### What to do
Retype the complete listing without any change.
__________
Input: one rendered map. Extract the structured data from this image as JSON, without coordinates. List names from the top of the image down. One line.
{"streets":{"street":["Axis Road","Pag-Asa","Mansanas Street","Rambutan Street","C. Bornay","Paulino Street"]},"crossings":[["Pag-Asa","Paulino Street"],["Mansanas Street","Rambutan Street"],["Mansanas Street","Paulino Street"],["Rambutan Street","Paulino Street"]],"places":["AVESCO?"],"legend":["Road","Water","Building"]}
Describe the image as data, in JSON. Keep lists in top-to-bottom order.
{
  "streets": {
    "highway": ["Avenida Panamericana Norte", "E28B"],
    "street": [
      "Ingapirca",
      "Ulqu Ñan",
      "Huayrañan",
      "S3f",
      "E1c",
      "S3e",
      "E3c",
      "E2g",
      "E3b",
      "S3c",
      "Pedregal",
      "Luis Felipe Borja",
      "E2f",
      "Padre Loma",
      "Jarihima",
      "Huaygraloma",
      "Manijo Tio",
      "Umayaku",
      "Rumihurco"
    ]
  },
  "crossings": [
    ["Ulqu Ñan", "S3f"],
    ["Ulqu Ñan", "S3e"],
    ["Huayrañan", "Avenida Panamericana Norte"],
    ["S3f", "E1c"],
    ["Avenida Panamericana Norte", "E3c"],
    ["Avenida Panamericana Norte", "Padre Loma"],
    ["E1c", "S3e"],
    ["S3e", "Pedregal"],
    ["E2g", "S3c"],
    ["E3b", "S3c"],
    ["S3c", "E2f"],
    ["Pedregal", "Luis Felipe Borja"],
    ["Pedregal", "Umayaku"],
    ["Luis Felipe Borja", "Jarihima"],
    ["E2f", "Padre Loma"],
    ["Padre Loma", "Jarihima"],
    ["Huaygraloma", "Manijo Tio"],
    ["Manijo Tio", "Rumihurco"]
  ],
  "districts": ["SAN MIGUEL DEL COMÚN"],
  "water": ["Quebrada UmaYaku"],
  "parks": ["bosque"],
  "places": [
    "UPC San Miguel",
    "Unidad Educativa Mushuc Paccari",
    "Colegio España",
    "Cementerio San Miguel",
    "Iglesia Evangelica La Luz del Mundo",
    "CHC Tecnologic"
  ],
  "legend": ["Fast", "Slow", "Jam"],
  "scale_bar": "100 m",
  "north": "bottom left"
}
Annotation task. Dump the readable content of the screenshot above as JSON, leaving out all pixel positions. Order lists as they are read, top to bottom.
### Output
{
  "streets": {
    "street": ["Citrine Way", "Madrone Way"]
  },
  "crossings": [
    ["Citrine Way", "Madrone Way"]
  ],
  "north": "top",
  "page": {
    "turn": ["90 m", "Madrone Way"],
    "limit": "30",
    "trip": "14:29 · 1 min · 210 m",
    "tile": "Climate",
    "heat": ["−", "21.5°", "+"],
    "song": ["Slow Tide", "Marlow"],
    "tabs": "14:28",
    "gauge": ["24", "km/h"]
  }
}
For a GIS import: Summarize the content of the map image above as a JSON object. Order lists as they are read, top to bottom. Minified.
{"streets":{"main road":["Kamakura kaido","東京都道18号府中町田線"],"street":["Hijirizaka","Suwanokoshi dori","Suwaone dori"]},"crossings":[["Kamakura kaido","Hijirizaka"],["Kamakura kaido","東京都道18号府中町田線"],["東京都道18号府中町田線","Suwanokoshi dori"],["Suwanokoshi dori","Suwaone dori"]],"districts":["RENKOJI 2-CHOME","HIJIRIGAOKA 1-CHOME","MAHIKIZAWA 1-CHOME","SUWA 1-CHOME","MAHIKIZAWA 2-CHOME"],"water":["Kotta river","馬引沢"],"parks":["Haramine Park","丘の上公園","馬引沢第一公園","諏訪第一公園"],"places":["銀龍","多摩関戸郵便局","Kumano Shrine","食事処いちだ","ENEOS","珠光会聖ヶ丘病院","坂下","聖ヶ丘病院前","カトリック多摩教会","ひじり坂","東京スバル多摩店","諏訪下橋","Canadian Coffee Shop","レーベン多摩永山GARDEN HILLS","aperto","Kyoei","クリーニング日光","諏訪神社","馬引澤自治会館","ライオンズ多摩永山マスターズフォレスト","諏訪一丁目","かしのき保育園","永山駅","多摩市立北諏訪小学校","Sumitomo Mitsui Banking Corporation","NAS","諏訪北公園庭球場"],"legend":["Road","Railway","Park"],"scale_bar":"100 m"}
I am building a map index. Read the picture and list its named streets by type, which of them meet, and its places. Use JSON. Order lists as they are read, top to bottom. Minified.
__________
### Output below
Input: one rendered map. Extract the structured data from this image as JSON, without coordinates. List names from the top of the image down. One line.
{"streets":{"street":["Axis Road","Pag-Asa","Mansanas Street","Rambutan Street","C. Bornay","Paulino Street"]},"crossings":[["Pag-Asa","Paulino Street"],["Mansanas Street","Rambutan Street"],["Mansanas Street","Paulino Street"],["Rambutan Street","Paulino Street"]],"places":["AVESCO?"],"legend":["Road","Water","Building"]}
Describe the image as data, in JSON. Keep lists in top-to-bottom order.
{
  "streets": {
    "highway": ["Avenida Panamericana Norte", "E28B"],
    "street": [
      "Ingapirca",
      "Ulqu Ñan",
      "Huayrañan",
      "S3f",
      "E1c",
      "S3e",
      "E3c",
      "E2g",
      "E3b",
      "S3c",
      "Pedregal",
      "Luis Felipe Borja",
      "E2f",
      "Padre Loma",
      "Jarihima",
      "Huaygraloma",
      "Manijo Tio",
      "Umayaku",
      "Rumihurco"
    ]
  },
  "crossings": [
    ["Ulqu Ñan", "S3f"],
    ["Ulqu Ñan", "S3e"],
    ["Huayrañan", "Avenida Panamericana Norte"],
    ["S3f", "E1c"],
    ["Avenida Panamericana Norte", "E3c"],
    ["Avenida Panamericana Norte", "Padre Loma"],
    ["E1c", "S3e"],
    ["S3e", "Pedregal"],
    ["E2g", "S3c"],
    ["E3b", "S3c"],
    ["S3c", "E2f"],
    ["Pedregal", "Luis Felipe Borja"],
    ["Pedregal", "Umayaku"],
    ["Luis Felipe Borja", "Jarihima"],
    ["E2f", "Padre Loma"],
    ["Padre Loma", "Jarihima"],
    ["Huaygraloma", "Manijo Tio"],
    ["Manijo Tio", "Rumihurco"]
  ],
  "districts": ["SAN MIGUEL DEL COMÚN"],
  "water": ["Quebrada UmaYaku"],
  "parks": ["bosque"],
  "places": [
    "UPC San Miguel",
    "Unidad Educativa Mushuc Paccari",
    "Colegio España",
    "Cementerio San Miguel",
    "Iglesia Evangelica La Luz del Mundo",
    "CHC Tecnologic"
  ],
  "legend": ["Fast", "Slow", "Jam"],
  "scale_bar": "100 m",
  "north": "bottom left"
}
Annotation task. Dump the readable content of the screenshot above as JSON, leaving out all pixel positions. Order lists as they are read, top to bottom.
### Output
{
  "streets": {
    "street": ["Citrine Way", "Madrone Way"]
  },
  "crossings": [
    ["Citrine Way", "Madrone Way"]
  ],
  "north": "top",
  "page": {
    "turn": ["90 m", "Madrone Way"],
    "limit": "30",
    "trip": "14:29 · 1 min · 210 m",
    "tile": "Climate",
    "heat": ["−", "21.5°", "+"],
    "song": ["Slow Tide", "Marlow"],
    "tabs": "14:28",
    "gauge": ["24", "km/h"]
  }
}
For a GIS import: Summarize the content of the map image above as a JSON object. Order lists as they are read, top to bottom. Minified.
{"streets":{"main road":["Kamakura kaido","東京都道18号府中町田線"],"street":["Hijirizaka","Suwanokoshi dori","Suwaone dori"]},"crossings":[["Kamakura kaido","Hijirizaka"],["Kamakura kaido","東京都道18号府中町田線"],["東京都道18号府中町田線","Suwanokoshi dori"],["Suwanokoshi dori","Suwaone dori"]],"districts":["RENKOJI 2-CHOME","HIJIRIGAOKA 1-CHOME","MAHIKIZAWA 1-CHOME","SUWA 1-CHOME","MAHIKIZAWA 2-CHOME"],"water":["Kotta river","馬引沢"],"parks":["Haramine Park","丘の上公園","馬引沢第一公園","諏訪第一公園"],"places":["銀龍","多摩関戸郵便局","Kumano Shrine","食事処いちだ","ENEOS","珠光会聖ヶ丘病院","坂下","聖ヶ丘病院前","カトリック多摩教会","ひじり坂","東京スバル多摩店","諏訪下橋","Canadian Coffee Shop","レーベン多摩永山GARDEN HILLS","aperto","Kyoei","クリーニング日光","諏訪神社","馬引澤自治会館","ライオンズ多摩永山マスターズフォレスト","諏訪一丁目","かしのき保育園","永山駅","多摩市立北諏訪小学校","Sumitomo Mitsui Banking Corporation","NAS","諏訪北公園庭球場"],"legend":["Road","Railway","Park"],"scale_bar":"100 m"}
I am building a map index. Read the picture and list its named streets by type, which of them meet, and its places. Use JSON. Order lists as they are read, top to bottom. Minified.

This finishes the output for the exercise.